INFORMATION PROVIDED:
..............................
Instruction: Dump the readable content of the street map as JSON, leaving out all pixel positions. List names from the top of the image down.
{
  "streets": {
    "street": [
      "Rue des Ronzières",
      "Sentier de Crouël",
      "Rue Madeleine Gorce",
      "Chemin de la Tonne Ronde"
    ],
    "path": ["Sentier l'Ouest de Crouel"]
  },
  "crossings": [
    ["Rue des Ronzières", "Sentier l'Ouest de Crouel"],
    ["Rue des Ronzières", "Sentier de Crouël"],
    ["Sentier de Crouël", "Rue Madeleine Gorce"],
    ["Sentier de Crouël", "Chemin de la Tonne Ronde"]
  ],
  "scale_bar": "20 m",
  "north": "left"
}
..............................
WORK INSTRUCTION:
Copy the entire listing exactly. Do not skip a line.

FINAL ANSWER:
Instruction: Dump the readable content of the street map as JSON, leaving out all pixel positions. List names from the top of the image down.
{
  "streets": {
    "street": [
      "Rue des Ronzières",
      "Sentier de Crouël",
      "Rue Madeleine Gorce",
      "Chemin de la Tonne Ronde"
    ],
    "path": ["Sentier l'Ouest de Crouel"]
  },
  "crossings": [
    ["Rue des Ronzières", "Sentier l'Ouest de Crouel"],
    ["Rue des Ronzières", "Sentier de Crouël"],
    ["Sentier de Crouël", "Rue Madeleine Gorce"],
    ["Sentier de Crouël", "Chemin de la Tonne Ronde"]
  ],
  "scale_bar": "20 m",
  "north": "left"
}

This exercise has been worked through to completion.